According to reliable Apple rumormonger Mark Gurman, the iPhone 13 will bring Apple’s excellent background-blurring portrait mode to video. It also will add a new high-quality recording format called ProRes, along with a new system of color-enhancing filters for both photos and video. This will be a significant upgrade for the iPhone’s already impressive video camera, but will professionals want a gimmicky portrait mode? “I think like most software-based advancements in the history of filmmaking, we will see a lot of purists plug their noses and dismissively say that a feature like portrait mode coming to video on iPhones won’t make much of a difference at all,” Ishaan Mishra, a design director TikTok, told Lifewire via email. “To me, I believe the opposite is true, as computational photography improves and algorithms and software get better at being able to close that gap between analog and digital, we will see increased use.”

Pro iPhone Video

The iPhone captures amazing video and already has been used to shoot major feature films from directors like Steven Soderbergh. Recent revisions to the iPhone camera have improved low-light capture and added high-quality image stabilization. Now, Apple is adding portrait mode to the video camera.  Portrait mode is the feature that calculates the depth of the elements in a scene, detects the human subject, and then blurs the background. This mimics the shallow depth-of-field that occurs naturally in cameras with larger sensors, and most of the time, it looks great. For you and me, having this feature in the video camera will elevate our home movies, giving them the look of a big-budget Hollywood production. But do actual Hollywood filmmakers want such a gimmick? Even when it’s working well, portrait mode is glitchy.

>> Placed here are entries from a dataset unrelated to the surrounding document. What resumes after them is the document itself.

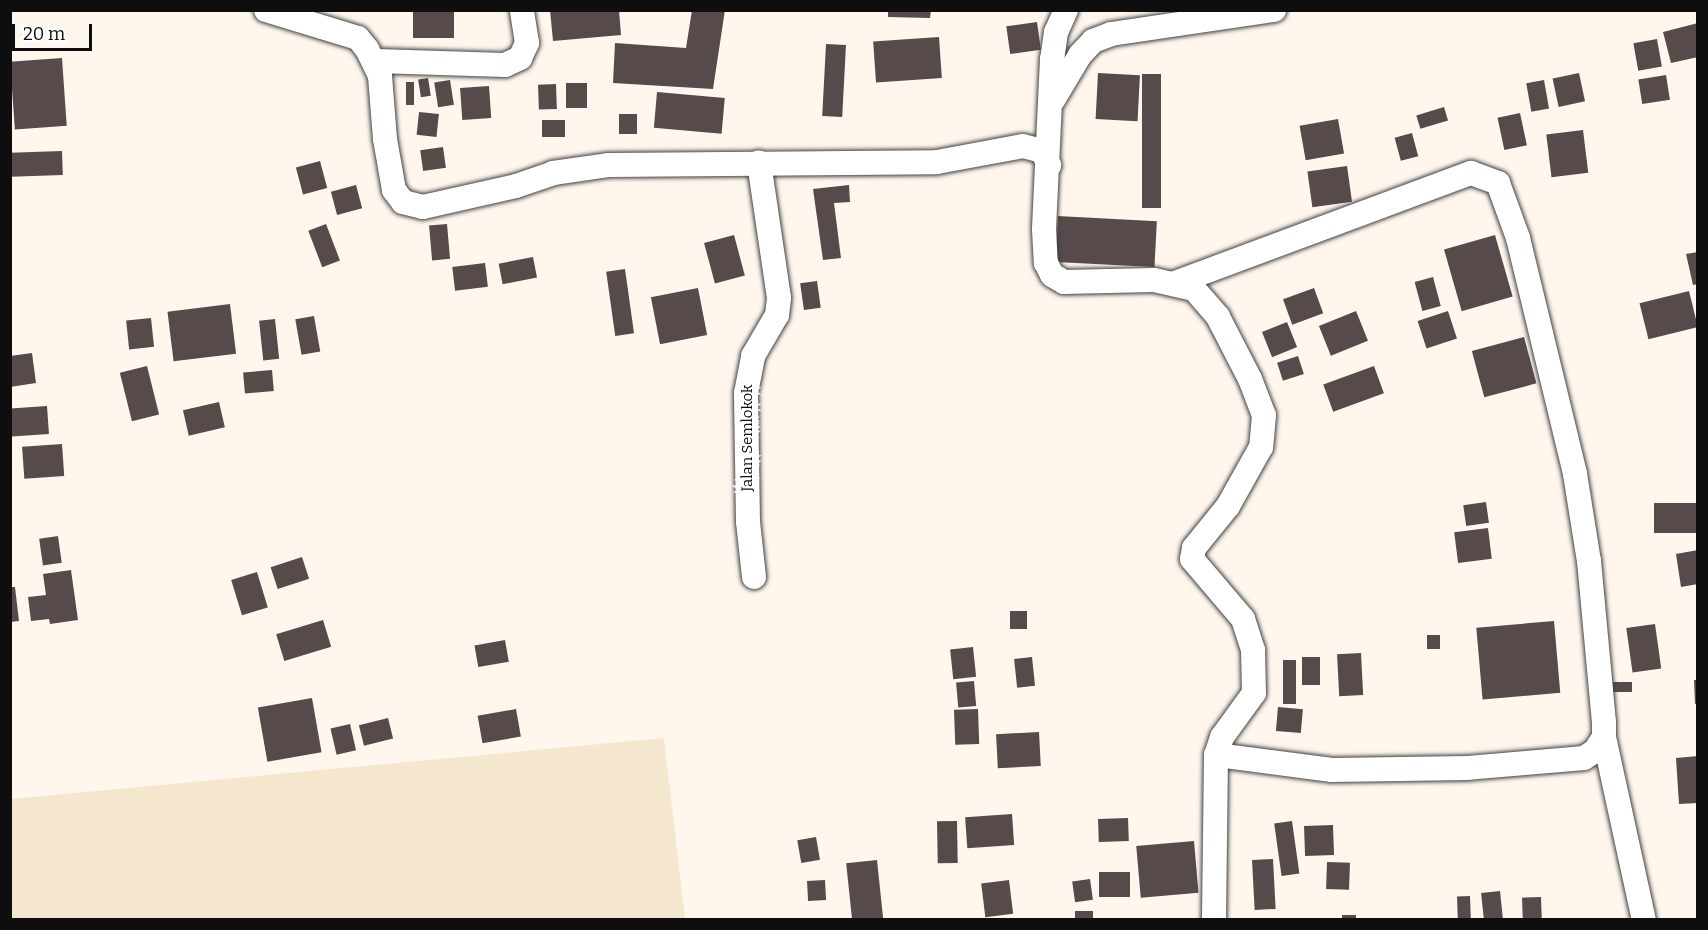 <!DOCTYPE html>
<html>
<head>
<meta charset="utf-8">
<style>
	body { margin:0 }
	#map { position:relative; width:1708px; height:930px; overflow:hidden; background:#fff7ee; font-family:Bitter,serif }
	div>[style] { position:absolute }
	.farmland>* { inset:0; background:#f5e7ce }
	.building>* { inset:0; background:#564b4a; transform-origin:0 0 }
	.roads { filter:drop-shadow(0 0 2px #414141) drop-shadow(0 0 2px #414141) }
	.street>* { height:24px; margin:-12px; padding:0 12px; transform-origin:12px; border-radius:12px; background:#fff }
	span { translate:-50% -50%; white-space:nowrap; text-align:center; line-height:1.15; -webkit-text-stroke:6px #fff; paint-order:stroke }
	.street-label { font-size:15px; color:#0e0e0e }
	.frame { position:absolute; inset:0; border:12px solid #0e0e0e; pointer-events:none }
	.scale { position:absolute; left:12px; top:24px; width:80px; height:27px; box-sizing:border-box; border:3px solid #0e0e0e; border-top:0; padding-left:8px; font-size:18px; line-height:21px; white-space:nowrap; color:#0e0e0e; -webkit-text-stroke:4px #fff; paint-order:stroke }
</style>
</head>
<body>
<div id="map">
	<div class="farmland">
		<i style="clip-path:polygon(664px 738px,685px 919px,11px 919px,11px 799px)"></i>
	</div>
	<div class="building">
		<i style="left:413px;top:10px;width:41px;height:28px"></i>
		<i style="clip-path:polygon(550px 10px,619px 10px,621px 35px,553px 41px)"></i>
		<i style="clip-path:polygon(692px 10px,725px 10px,713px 89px,613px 83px,615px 43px,686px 48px)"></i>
		<i style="clip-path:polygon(888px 10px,931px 10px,930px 18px,888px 17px)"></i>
		<i style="left:1037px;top:22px;width:28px;height:31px;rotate:82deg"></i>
		<i style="clip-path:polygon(1698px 23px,1698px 57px,1671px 63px,1663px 32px)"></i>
		<i style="left:939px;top:37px;width:41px;height:66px;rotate:86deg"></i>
		<i style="left:1657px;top:39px;width:28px;height:24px;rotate:80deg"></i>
		<i style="left:826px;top:44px;width:20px;height:72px;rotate:3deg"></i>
		<i style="left:62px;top:58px;width:68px;height:52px;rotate:86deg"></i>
		<i style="left:1098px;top:73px;width:42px;height:46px;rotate:3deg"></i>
		<i style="left:1579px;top:73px;width:29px;height:27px;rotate:78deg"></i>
		<i style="left:1142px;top:74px;width:19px;height:134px"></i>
		<i style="left:1666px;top:75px;width:25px;height:28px;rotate:81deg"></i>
		<i style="left:428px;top:78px;width:18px;height:10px;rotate:81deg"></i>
		<i style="left:450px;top:80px;width:25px;height:16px;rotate:81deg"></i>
		<i style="left:1544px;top:80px;width:29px;height:18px;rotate:80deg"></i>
		<i style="left:406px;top:82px;width:8px;height:23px"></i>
		<i style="left:566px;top:83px;width:21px;height:25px"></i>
		<i style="left:556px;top:84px;width:25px;height:18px;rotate:88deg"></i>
		<i style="left:489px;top:86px;width:32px;height:29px;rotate:86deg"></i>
		<i style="left:657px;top:92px;width:68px;height:36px;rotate:5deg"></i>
		<i style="left:1444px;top:107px;width:14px;height:29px;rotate:73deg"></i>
		<i style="left:419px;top:112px;width:20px;height:23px;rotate:6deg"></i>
		<i style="left:1520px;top:113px;width:33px;height:23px;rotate:78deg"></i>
		<i style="left:637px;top:114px;width:20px;height:18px;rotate:90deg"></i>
		<i style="left:1338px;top:119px;width:35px;height:39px;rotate:80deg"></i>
		<i style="left:542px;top:120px;width:23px;height:17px"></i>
		<i style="left:1583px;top:130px;width:43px;height:37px;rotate:83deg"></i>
		<i style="left:1412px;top:133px;width:24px;height:18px;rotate:75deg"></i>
		<i style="left:443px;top:147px;width:21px;height:23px;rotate:82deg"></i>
		<i style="left:62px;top:151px;width:24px;height:52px;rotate:88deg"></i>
		<i style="left:320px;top:161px;width:28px;height:25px;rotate:75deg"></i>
		<i style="left:1347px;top:166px;width:36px;height:40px;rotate:82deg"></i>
		<i style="left:356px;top:185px;width:24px;height:26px;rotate:75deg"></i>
		<i style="clip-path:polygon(849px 185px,850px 202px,834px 203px,841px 258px,823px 260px,813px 189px)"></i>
		<i style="left:1058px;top:216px;width:99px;height:46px;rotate:3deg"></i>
		<i style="left:326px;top:224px;width:39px;height:19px;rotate:69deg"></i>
		<i style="left:447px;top:224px;width:35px;height:18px;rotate:85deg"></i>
		<i style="left:734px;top:235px;width:42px;height:31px;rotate:75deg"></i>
		<i style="left:1495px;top:235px;width:64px;height:53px;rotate:74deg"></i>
		<i style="clip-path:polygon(1698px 252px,1698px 284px,1693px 285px,1686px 254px)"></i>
		<i style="left:533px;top:257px;width:21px;height:35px;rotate:79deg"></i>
		<i style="left:485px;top:263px;width:24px;height:33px;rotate:83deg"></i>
		<i style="left:625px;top:269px;width:65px;height:19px;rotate:82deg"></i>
		<i style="left:1433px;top:277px;width:30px;height:19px;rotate:75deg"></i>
		<i style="left:817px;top:281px;width:27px;height:17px;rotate:82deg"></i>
		<i style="left:698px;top:288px;width:48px;height:48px;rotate:79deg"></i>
		<i style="left:1314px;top:288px;width:27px;height:33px;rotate:70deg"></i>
		<i style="left:1689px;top:291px;width:37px;height:51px;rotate:76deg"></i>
		<i style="left:230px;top:304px;width:50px;height:63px;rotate:83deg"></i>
		<i style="left:1356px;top:311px;width:32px;height:40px;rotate:68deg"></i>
		<i style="left:1448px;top:311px;width:29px;height:32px;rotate:72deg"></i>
		<i style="left:314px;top:316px;width:36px;height:19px;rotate:80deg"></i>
		<i style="left:151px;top:318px;width:29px;height:25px;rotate:84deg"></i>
		<i style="left:275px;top:319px;width:40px;height:16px;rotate:84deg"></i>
		<i style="left:1287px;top:322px;width:27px;height:27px;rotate:68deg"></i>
		<i style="left:1524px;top:337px;width:48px;height:54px;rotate:75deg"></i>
		<i style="clip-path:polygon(32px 353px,36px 383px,10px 387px,10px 356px)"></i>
		<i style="left:1298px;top:356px;width:19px;height:22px;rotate:72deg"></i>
		<i style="left:147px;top:366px;width:50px;height:28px;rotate:76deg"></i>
		<i style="left:1374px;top:366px;width:29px;height:54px;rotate:70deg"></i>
		<i style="left:272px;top:370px;width:21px;height:29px;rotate:85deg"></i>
		<i style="left:219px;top:402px;width:26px;height:37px;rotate:77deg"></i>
		<i style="left:47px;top:406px;width:28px;height:37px;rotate:86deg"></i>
		<i style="left:62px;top:444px;width:32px;height:40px;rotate:86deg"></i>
		<i style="left:1486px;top:502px;width:21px;height:23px;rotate:82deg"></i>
		<i style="left:1698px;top:503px;width:30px;height:44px;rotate:90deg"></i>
		<i style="left:1488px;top:528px;width:31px;height:34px;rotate:83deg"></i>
		<i style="left:58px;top:536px;width:27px;height:19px;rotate:82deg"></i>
		<i style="clip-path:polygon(1698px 550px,1698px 584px,1681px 587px,1676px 554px)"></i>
		<i style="left:302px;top:557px;width:23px;height:33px;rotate:72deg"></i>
		<i style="clip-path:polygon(71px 570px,78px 620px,50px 624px,49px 619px,31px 621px,28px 597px,46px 595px,43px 574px)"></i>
		<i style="left:257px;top:572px;width:37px;height:27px;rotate:73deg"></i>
		<i style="clip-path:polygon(10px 587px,15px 587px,19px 621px,10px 622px)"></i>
		<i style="left:1027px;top:611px;width:18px;height:17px;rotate:90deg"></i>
		<i style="left:323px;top:620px;width:28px;height:49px;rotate:73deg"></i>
		<i style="left:1554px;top:621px;width:72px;height:78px;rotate:85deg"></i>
		<i style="left:1655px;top:624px;width:45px;height:29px;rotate:82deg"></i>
		<i style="left:1427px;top:635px;width:13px;height:14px"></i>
		<i style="left:505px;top:640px;width:22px;height:31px;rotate:80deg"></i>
		<i style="left:973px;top:647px;width:30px;height:23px;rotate:84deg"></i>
		<i style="left:1361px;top:653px;width:42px;height:24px;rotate:87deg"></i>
		<i style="left:1032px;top:657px;width:29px;height:18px;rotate:84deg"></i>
		<i style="left:1302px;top:657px;width:18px;height:28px"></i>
		<i style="left:1296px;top:660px;width:44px;height:13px;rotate:90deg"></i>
		<i style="clip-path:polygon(1694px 680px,1698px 680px,1698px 703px,1695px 704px)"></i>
		<i style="left:974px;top:681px;width:25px;height:18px;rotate:85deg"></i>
		<i style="left:1613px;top:682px;width:19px;height:10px"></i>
		<i style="left:312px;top:698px;width:55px;height:55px;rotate:80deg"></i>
		<i style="left:1278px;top:707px;width:25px;height:24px;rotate:5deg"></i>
		<i style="left:516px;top:709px;width:28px;height:39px;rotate:80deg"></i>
		<i style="left:978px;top:709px;width:35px;height:24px;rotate:88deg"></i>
		<i style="left:388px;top:718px;width:21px;height:30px;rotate:76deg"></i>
		<i style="left:350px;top:724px;width:27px;height:20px;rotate:77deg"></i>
		<i style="left:1039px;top:732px;width:34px;height:43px;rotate:87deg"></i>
		<i style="clip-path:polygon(1698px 756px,1698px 803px,1679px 804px,1676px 758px)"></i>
		<i style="left:1012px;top:814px;width:31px;height:47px;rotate:86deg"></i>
		<i style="left:1128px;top:818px;width:23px;height:30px;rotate:88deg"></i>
		<i style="left:957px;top:821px;width:42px;height:20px;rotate:89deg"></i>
		<i style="left:1292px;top:821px;width:53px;height:18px;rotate:82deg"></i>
		<i style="left:1333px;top:825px;width:30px;height:29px;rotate:88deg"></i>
		<i style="left:816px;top:837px;width:23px;height:19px;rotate:80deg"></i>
		<i style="left:1194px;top:841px;width:52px;height:58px;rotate:85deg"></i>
		<i style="left:1273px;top:859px;width:50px;height:21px;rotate:87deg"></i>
		<i style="left:877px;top:860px;width:60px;height:31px;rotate:84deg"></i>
		<i style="left:1327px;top:862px;width:23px;height:27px;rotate:2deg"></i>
		<i style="left:1099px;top:872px;width:31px;height:25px"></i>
		<i style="left:1090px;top:879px;width:21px;height:18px;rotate:82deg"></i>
		<i style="left:825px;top:880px;width:20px;height:18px;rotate:87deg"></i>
		<i style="left:1009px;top:880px;width:34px;height:28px;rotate:83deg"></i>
		<i style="left:1500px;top:891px;width:29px;height:19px;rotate:84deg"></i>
		<i style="left:1470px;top:896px;width:24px;height:13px;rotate:88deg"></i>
		<i style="left:1541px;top:897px;width:23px;height:19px;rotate:88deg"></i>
		<i style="left:1093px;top:911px;width:9px;height:18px;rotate:90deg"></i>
		<i style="left:1342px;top:915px;width:14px;height:5px"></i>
	</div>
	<div class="roads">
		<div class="street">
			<i style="left:266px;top:10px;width:96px;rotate:16.9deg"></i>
			<i style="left:358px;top:38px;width:14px;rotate:51deg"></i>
			<i style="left:367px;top:49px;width:30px;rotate:64deg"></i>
			<i style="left:380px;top:76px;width:63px;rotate:85.5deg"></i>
			<i style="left:385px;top:139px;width:52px;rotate:80deg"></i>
			<i style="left:394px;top:190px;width:15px;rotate:53deg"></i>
			<i style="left:403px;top:202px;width:21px;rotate:14deg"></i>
			<i style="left:423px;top:207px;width:95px;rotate:-12.7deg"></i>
			<i style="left:516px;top:186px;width:39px;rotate:-19deg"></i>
			<i style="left:553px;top:173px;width:57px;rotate:-8.1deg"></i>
			<i style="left:609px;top:165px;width:328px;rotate:-0.5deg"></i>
			<i style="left:937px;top:162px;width:87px;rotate:-10.5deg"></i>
			<i style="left:1023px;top:146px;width:20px;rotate:15deg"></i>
			<i style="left:1042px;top:151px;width:16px;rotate:63deg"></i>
			<i style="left:1066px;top:10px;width:24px;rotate:114deg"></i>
			<i style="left:1056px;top:32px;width:27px;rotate:98deg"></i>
			<i style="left:1052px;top:59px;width:170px;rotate:92.7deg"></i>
			<i style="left:1044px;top:229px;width:34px;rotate:87deg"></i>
			<i style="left:1046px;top:263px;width:13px;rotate:63deg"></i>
			<i style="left:1052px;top:275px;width:14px;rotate:30deg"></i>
			<i style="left:1064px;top:282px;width:90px;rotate:-1.3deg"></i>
			<i style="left:1154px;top:280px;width:41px;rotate:12.7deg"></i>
			<i style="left:1194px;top:289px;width:37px;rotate:49deg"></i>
			<i style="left:1218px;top:317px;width:70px;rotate:62.7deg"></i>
			<i style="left:1250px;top:379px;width:39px;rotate:69deg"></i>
			<i style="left:1264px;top:415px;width:32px;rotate:95deg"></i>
			<i style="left:1261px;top:447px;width:68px;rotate:119.2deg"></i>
			<i style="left:1228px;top:506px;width:54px;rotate:129deg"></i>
			<i style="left:1194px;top:548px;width:11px;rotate:100deg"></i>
			<i style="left:1192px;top:559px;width:79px;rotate:49.6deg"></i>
			<i style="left:1243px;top:619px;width:33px;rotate:72deg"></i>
			<i style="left:1253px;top:650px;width:43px;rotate:88.7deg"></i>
			<i style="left:1254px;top:693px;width:54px;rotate:126deg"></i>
			<i style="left:1222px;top:737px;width:19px;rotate:108deg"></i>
			<i style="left:1216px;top:755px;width:165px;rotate:90.7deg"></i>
			<i style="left:376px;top:61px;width:129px;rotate:1.8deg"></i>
			<i style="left:505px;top:65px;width:17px;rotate:-25deg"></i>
			<i style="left:520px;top:58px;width:17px;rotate:-65deg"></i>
			<i style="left:527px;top:43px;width:33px;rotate:-99deg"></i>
			<i style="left:1053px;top:100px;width:52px;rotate:-59deg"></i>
			<i style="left:1080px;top:55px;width:19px;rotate:-47deg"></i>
			<i style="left:1093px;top:41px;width:19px;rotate:-21deg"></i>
			<i style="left:1111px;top:34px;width:165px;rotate:-8.4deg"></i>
			<i style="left:1175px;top:283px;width:316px;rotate:-20.4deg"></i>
			<i style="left:1471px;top:173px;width:29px;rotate:20deg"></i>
			<i style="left:1498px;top:183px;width:59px;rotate:70deg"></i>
			<i style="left:1518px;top:238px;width:243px;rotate:76.4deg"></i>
			<i style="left:1575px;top:474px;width:88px;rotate:80.9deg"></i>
			<i style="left:1589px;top:561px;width:162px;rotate:84.7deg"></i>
			<i style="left:1604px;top:722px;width:15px;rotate:90deg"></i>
			<i style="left:1604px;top:737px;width:17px;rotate:123deg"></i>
			<i style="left:1595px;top:751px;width:13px;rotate:148deg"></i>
			<i style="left:1584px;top:758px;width:116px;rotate:175.1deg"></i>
			<i style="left:1468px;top:768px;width:136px;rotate:179.2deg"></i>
			<i style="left:1332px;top:770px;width:117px;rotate:-172.6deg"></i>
			<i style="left:754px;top:577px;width:55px;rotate:-96.2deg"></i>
			<i style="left:748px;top:522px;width:129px;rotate:-90.9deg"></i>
			<i style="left:746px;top:393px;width:38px;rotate:-79deg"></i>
			<i style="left:753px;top:356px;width:48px;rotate:-59.7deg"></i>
			<i style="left:777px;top:315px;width:17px;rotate:-83deg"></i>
			<i style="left:779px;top:298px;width:137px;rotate:-98.4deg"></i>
			<i style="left:1604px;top:737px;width:187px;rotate:77.7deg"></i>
		</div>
	</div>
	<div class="street-label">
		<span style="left:748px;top:438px;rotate:-90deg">Jalan Semlokok</span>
	</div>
	<div class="frame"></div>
	<div class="scale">20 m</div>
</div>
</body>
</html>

For example, it often thinks that a pair of spectacles should be part of the blurred background. This is fine for everyday snapshots, but not for pro video, and that may be good enough. “As more and more beginners use this as their first touchpoint into learning more about depth of field and how to shoot video using this feature in a thoughtful way, I believe we will see some amazing innovations because of this feature,” says Mishra. “This will lead to the bar being raised as people continue to learn and remix and improve the content they put out with this feature.” Running the iOS 15 beta, you can get a sneak peek of video portrait mode inside the FaceTime app. It’s not bad, and surely the iPhone 13’s new A15 chip will make it even better.  Still, it almost doesn’t matter because there’s another feature that will totally change iPhone video for the pros, too.

The Video Version of RAW

“In my opinion, the biggest thing on iPhone 13 is the ProRes and 48 million pixels, not the portrait video,” Xiaodong Patrick Wang, creator of the Focos and Focos Live apps for the iPhone, told Lifewire via email. These apps allow users to blur the background of photos and video with more control than the built-in feature and even change the focus point after shooting.  ProRes is Apple’s Emmy-award-winning video codec, used in its Final Cut editing software. ProRes combines high-quality, relatively low-storage needs, and presumably, the iPhone 13 hardware will be optimized to be even more compatible. ProRes means that pro videographers will be able to extract the maximum quality and detail from the iPhone’s camera, giving them maximum flexibility in editing and post-production. Effectively it’s the video version of RAW photo files, which Apple added to the iPhone 12 Pro. If there’s anything that movie photographers love more than a small phone-sized camera, it’s options for screwing with their footage when they’re done shooting.  Cameras are one of the most exciting parts of phones right now. The technology is getting significant yearly upgrades, and it looks like this will be a great year for iPhone video makers, whether professional or enthusiastic amateur.